Etudes Op. 120 Nos. 2 in A minor and 8 in G
113 Exercises for Cello; No. 32 in D minor
Jean Louis DUPORT (1749-1818)

Etude No 7. in G minor, No. 8 in D
Alfredo PIATTI (1822-1901)

Etudes Op. 25 No. 7 in C, No. 8 in A minor, No. 11 in G, No. 9 in D
David POPPER (1846-1913)

Etudes Op. 73 Nos. 2 in G, 6 in F, 7 in A, 13 in E flat, 15 in G, 22 in G, 28 in A, 34 in F, 36 in C, 40 in D
Friedrich GRÜTZMACHER (1832-1903)

Etude in D, Op. 38 No. 21
Niccolo PAGANINI (1782-1840)

Caprice in B flat Op. 1 No. 13
Paul HINDEMITH (1895-1963)

Sonata for Solo Cello Op. 25 No. 3
Bernhard HELDEN (b 1910)

Variations on "Liliburlero"
Gaspar CASSADO (1897-1966)

Suite for Solo Cello
Janos Starker (cello)
Recorded 1967 except Hindemith, Heiden and Cassado, which are undated, and come from Starker’s own collection
PARNASSUS PACD 97-008 [76.03]

The Road to Cello Playing is a tough one. In his notes reprinted from the original 1967 LP (and revised thirty years later) Janos Starker states his twin aims – the aesthetic pleasure of simply hearing a cellist play works written for the practice room and also the pedagogic advantage for a student as to how these Etudes actually sound. The choice of work is Starker’s alone, and they are ones that brought back memories of his own youthful study, good or bad, though as he admits he has slightly exaggerated the expressive content to emphasise the aesthetic component of his purpose. So some tempi and dynamics are less strict than they would otherwise be – the musical melos is promoted in the interests of auditory interest even if, as he honestly admits, this is necessarily "inconsistent with regard to the training purposes of the work."

Some of that expressive potential can best be felt in Dotzauer’s Etude in G and in Duport’s crippling Etude No. 7 in G minor we can hear Starker surmounting a myriad technical difficulties with stunning panache. Intonation, voicings, bowing, articulation, stretching, maintenance of melody lines, these are just the start of the tremendous pedagogic value enshrined in these "daily dozen" – even if Starker is honest enough to admit that some may be disillusioned when hearing him playing them (and pragmatic enough to add that if they are disillusioned they shouldn’t join the profession). It’s especially good to hear the Piatti and Popper Etudes. The nobility he imparts to the former’s Op. 25/9 (in D) is astonishing and the aerated drive through the latter’s selection from Op. 73 jaw-dropping.

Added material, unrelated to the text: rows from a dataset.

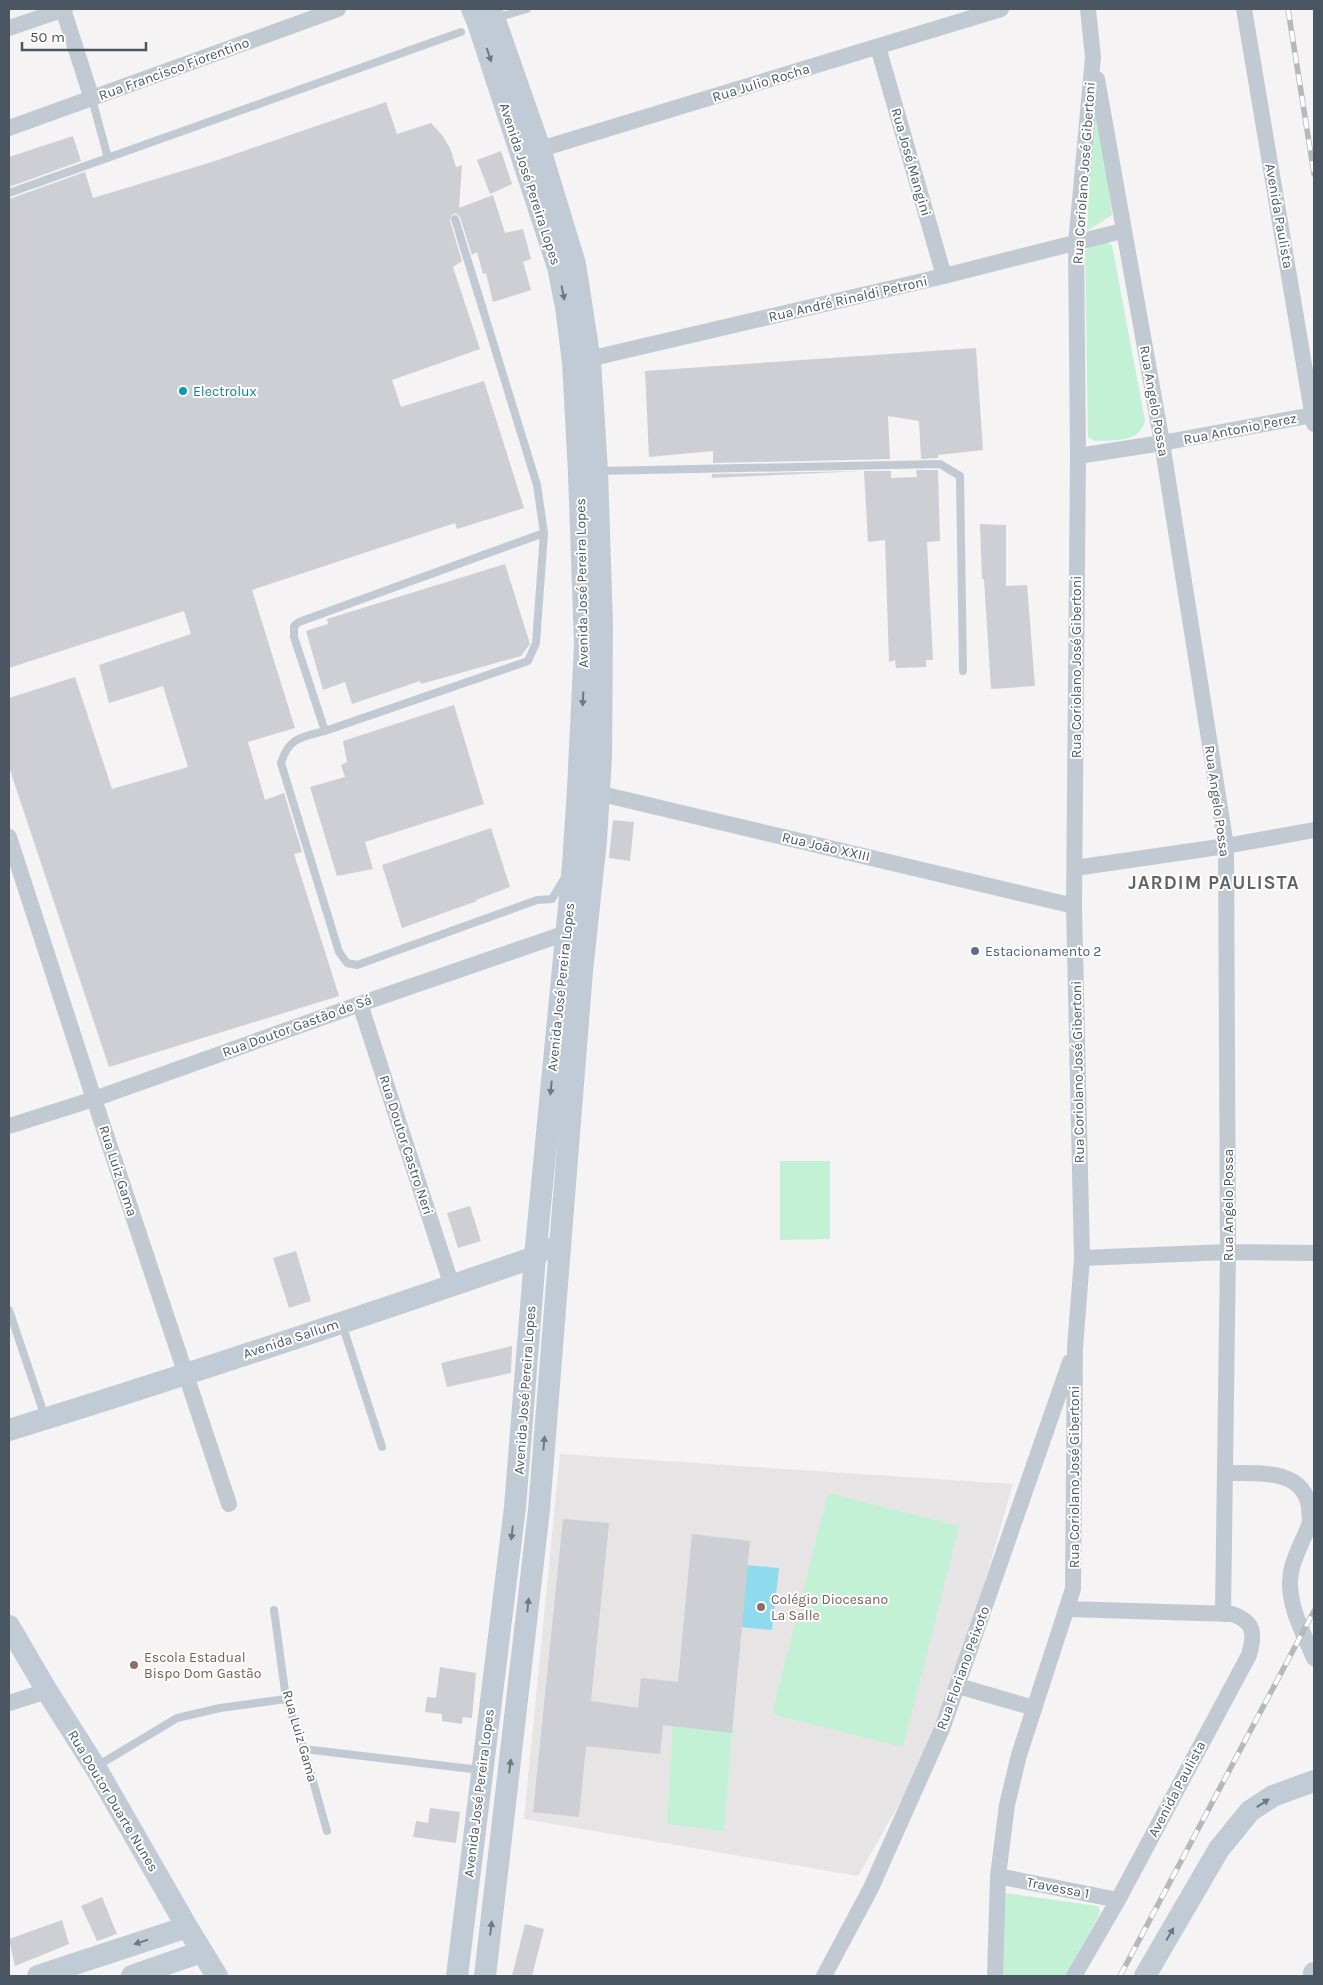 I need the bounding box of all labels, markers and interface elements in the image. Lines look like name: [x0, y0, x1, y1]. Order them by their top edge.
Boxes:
scale bar: [22, 20, 146, 52]
text: 50 m: [30, 28, 65, 46]
street label: Rua Francisco Fiorentino: [96, 34, 252, 104]
one-way arrow: [485, 47, 493, 62]
street label: Rua Julio Rocha: [710, 60, 812, 106]
street label: Rua Coriolano José Gibertoni: [1069, 81, 1099, 265]
street label: Avenida José Pereira Lopes: [496, 101, 564, 267]
street label: Rua José Mangini: [887, 106, 935, 218]
street label: Avenida Paulista: [1261, 162, 1297, 270]
street label: Rua André Rinaldi Petroni: [767, 272, 929, 326]
one-way arrow: [559, 285, 567, 301]
street label: Rua Angelo Possa: [1136, 344, 1172, 458]
place label: Electrolux: [193, 383, 257, 400]
marker: Electrolux: [177, 385, 189, 397]
street label: Rua Antonio Perez: [1182, 410, 1298, 448]
street label: Avenida José Pereira Lopes: [572, 498, 592, 668]
street label: Rua Coriolano José Gibertoni: [1068, 576, 1085, 758]
one-way arrow: [578, 692, 586, 708]
street label: Rua Angelo Possa: [1201, 744, 1233, 858]
street label: Rua João XXIII: [780, 829, 872, 865]
district label: JARDIM PAULISTA: [1128, 872, 1300, 894]
street label: Avenida José Pereira Lopes: [544, 902, 578, 1072]
place label: Estacionamento 2: [985, 943, 1102, 960]
marker: Estacionamento 2: [969, 945, 981, 957]
street label: Rua Coriolano José Gibertoni: [1068, 981, 1088, 1163]
street label: Rua Doutor Gastão de Sá: [220, 991, 374, 1061]
street label: Rua Doutor Castro Neri: [375, 1073, 437, 1217]
one-way arrow: [547, 1080, 555, 1096]
street label: Rua Luiz Gama: [95, 1123, 141, 1219]
street label: Rua Angelo Possa: [1220, 1149, 1237, 1261]
street label: Avenida José Pereira Lopes: [511, 1305, 539, 1475]
street label: Avenida Sallum: [241, 1316, 341, 1362]
street label: Rua Coriolano José Gibertoni: [1066, 1386, 1083, 1568]
one-way arrow: [541, 1435, 549, 1451]
one-way arrow: [508, 1525, 516, 1541]
place label: Colégio Diocesano La Salle: [771, 1591, 888, 1624]
one-way arrow: [524, 1597, 532, 1613]
marker: Colégio Diocesano La Salle: [755, 1601, 767, 1613]
street label: Rua Floriano Peixoto: [933, 1604, 993, 1732]
place label: Escola Estadual Bispo Dom Gastão: [144, 1649, 261, 1682]
marker: Escola Estadual Bispo Dom Gastão: [128, 1659, 140, 1671]
street label: Rua Luiz Gama: [279, 1688, 321, 1784]
street label: Avenida José Pereira Lopes: [460, 1708, 498, 1878]
street label: Rua Doutor Duarte Nunes: [64, 1727, 162, 1875]
street label: Avenida Paulista: [1145, 1738, 1209, 1840]
one-way arrow: [506, 1758, 514, 1774]
one-way arrow: [1256, 1798, 1269, 1808]
street label: Travessa 1: [1025, 1874, 1091, 1902]
one-way arrow: [487, 1920, 495, 1936]
one-way arrow: [1165, 1927, 1174, 1941]
one-way arrow: [133, 1939, 148, 1947] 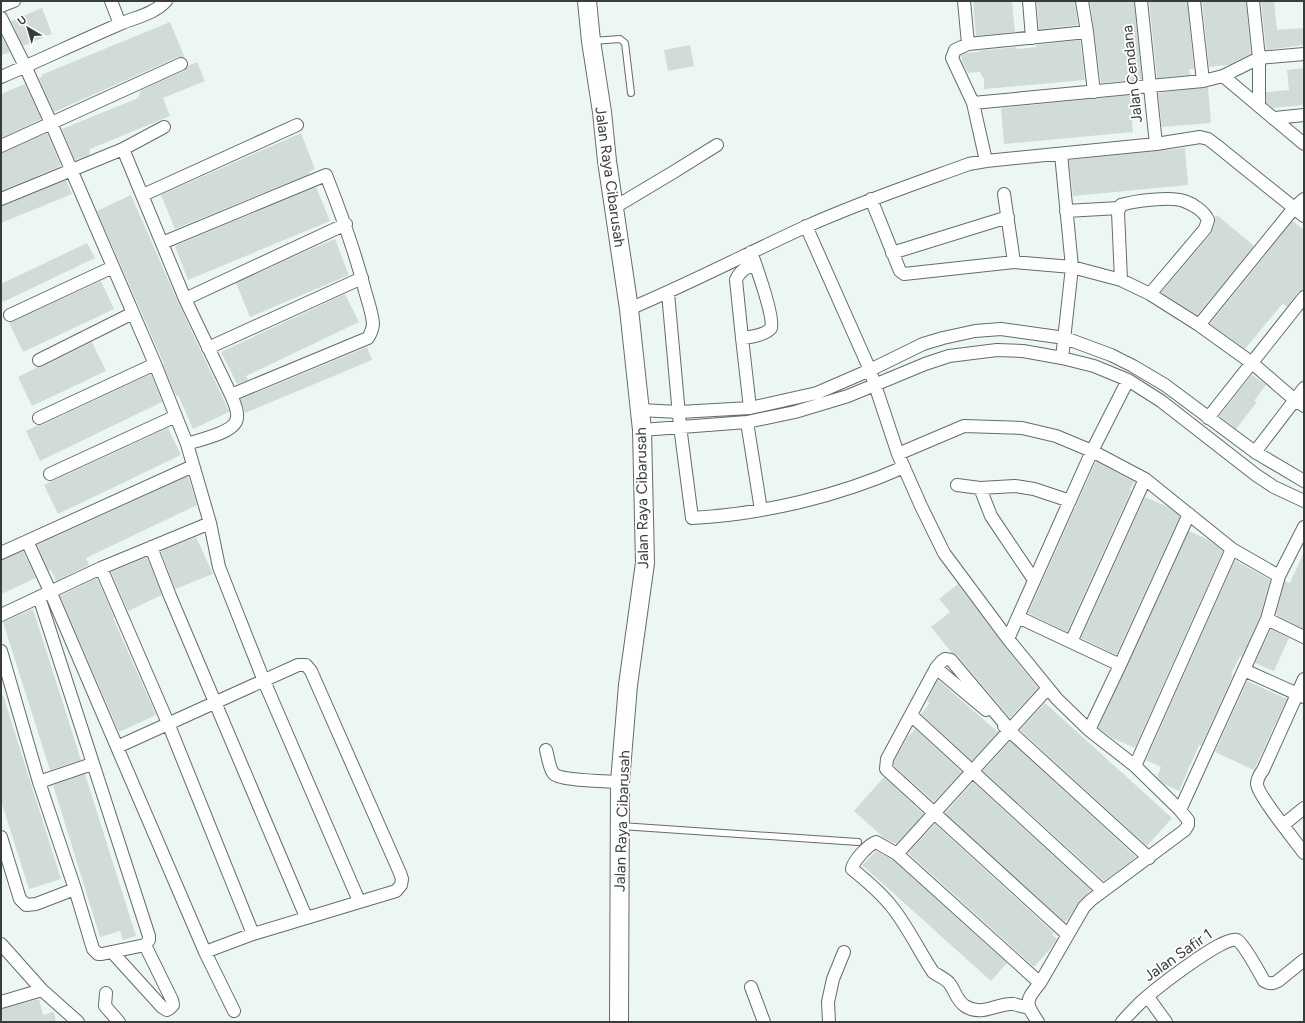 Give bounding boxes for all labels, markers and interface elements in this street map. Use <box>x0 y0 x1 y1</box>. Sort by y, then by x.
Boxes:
north arrow <box>8 8 48 48</box>
text: U <box>15 13 29 28</box>
street label: Jalan Cendana <box>1118 24 1146 124</box>
street label: Jalan Raya Cibarusah <box>591 106 629 248</box>
street label: Jalan Raya Cibarusah <box>632 427 652 569</box>
street label: Jalan Raya Cibarusah <box>611 750 633 892</box>
street label: Jalan Safir 1 <box>1140 925 1216 985</box> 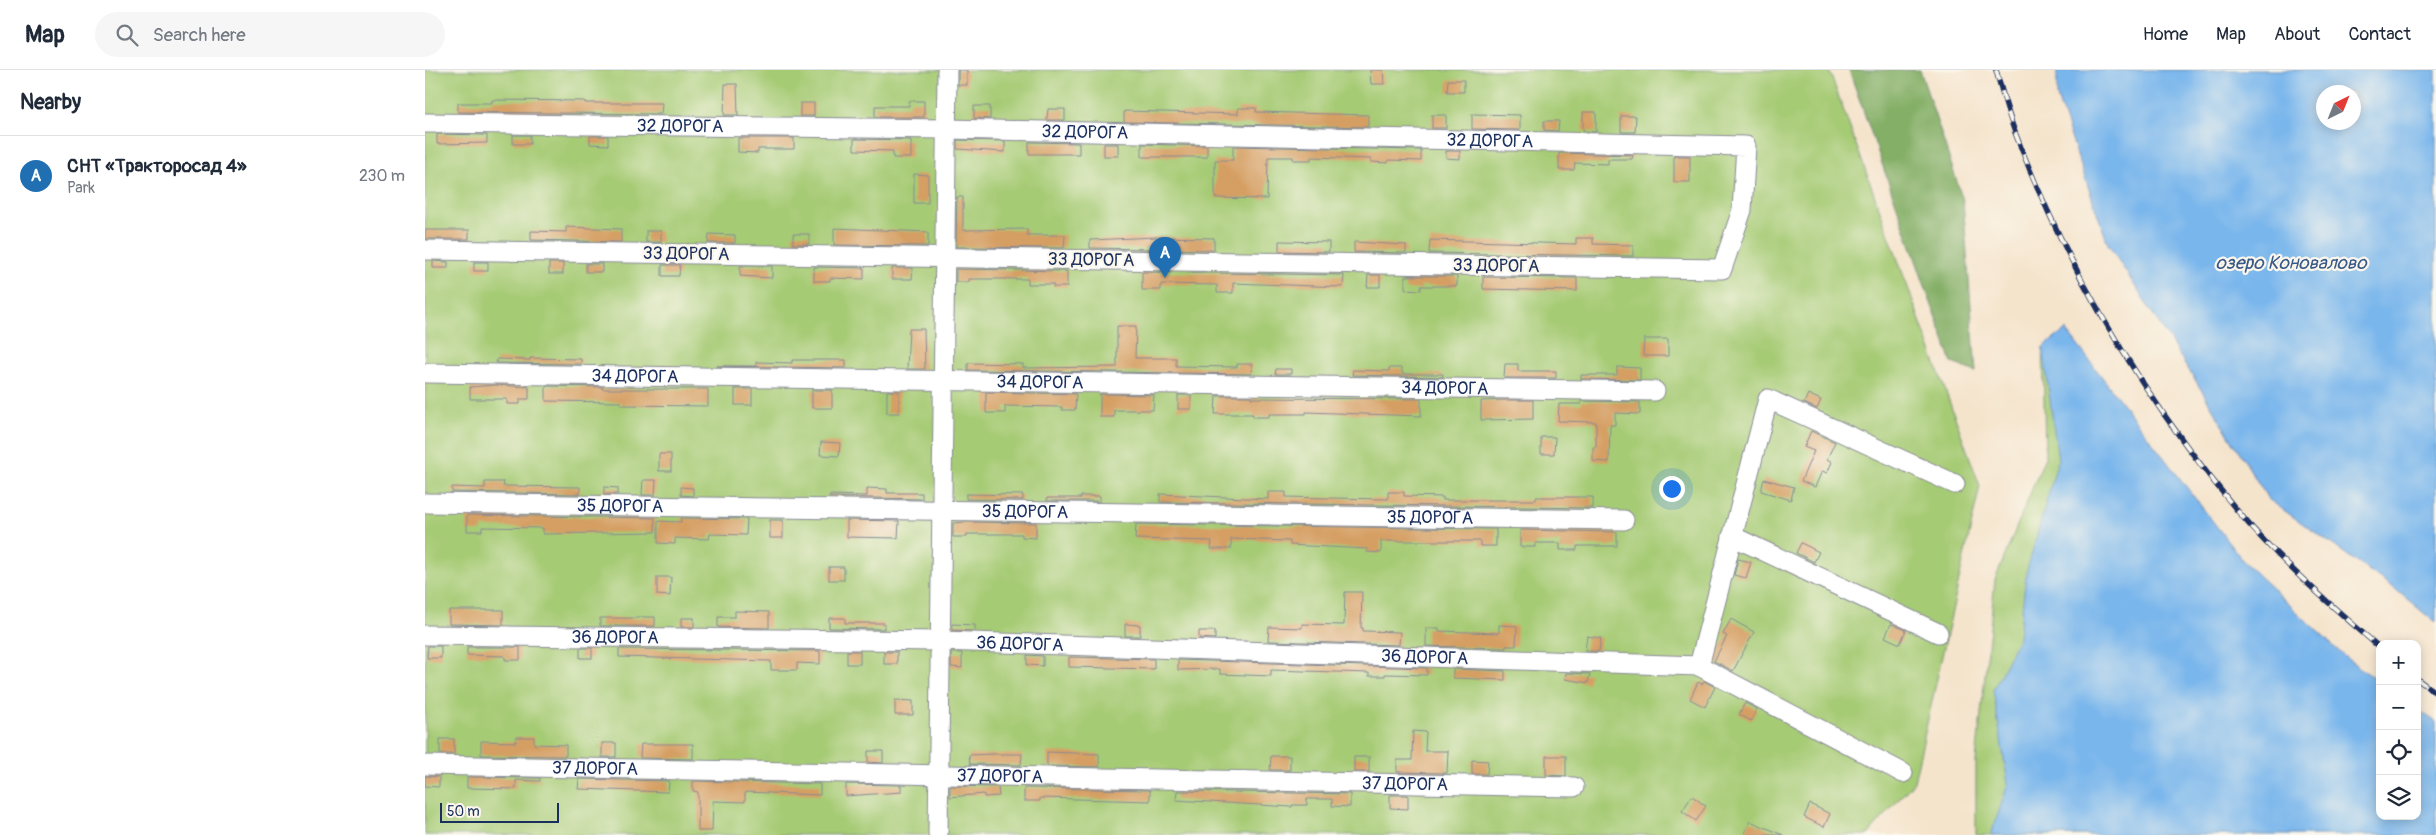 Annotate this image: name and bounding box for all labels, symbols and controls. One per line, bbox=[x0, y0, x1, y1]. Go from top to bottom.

To conclude the disc we have three solo works; the Sonata for solo cello by Hindemith, Cassado’s splendid and now popular Suite and Bernhard Heiden’s Variations. All are undated broadcast performances and come from Starker’s own collection of recordings. The leonine drive of his Hindemith is matched by the incipient drama of its opening movement Lebhaft, sehr markiet. He catches the humour – thematic and registral - of the Massig schnell second movement of this five-movement work with regal exactitude. The harmonics of the Cassado are surmounted with great skill, the fantastical sonorities buttressed with secure technical flourish. His Sardana is idiomatic and the Intermezzo e danza finale with its arco and pizzicato games, the dashing Spanishry of its profile, its dynamic gradations and drive is marshalled by Starker into a thing complete in itself.

Whilst interest in this disc might be limited to its pedagogic function no Starker disc is without interest, especially one to which these solo works have been added.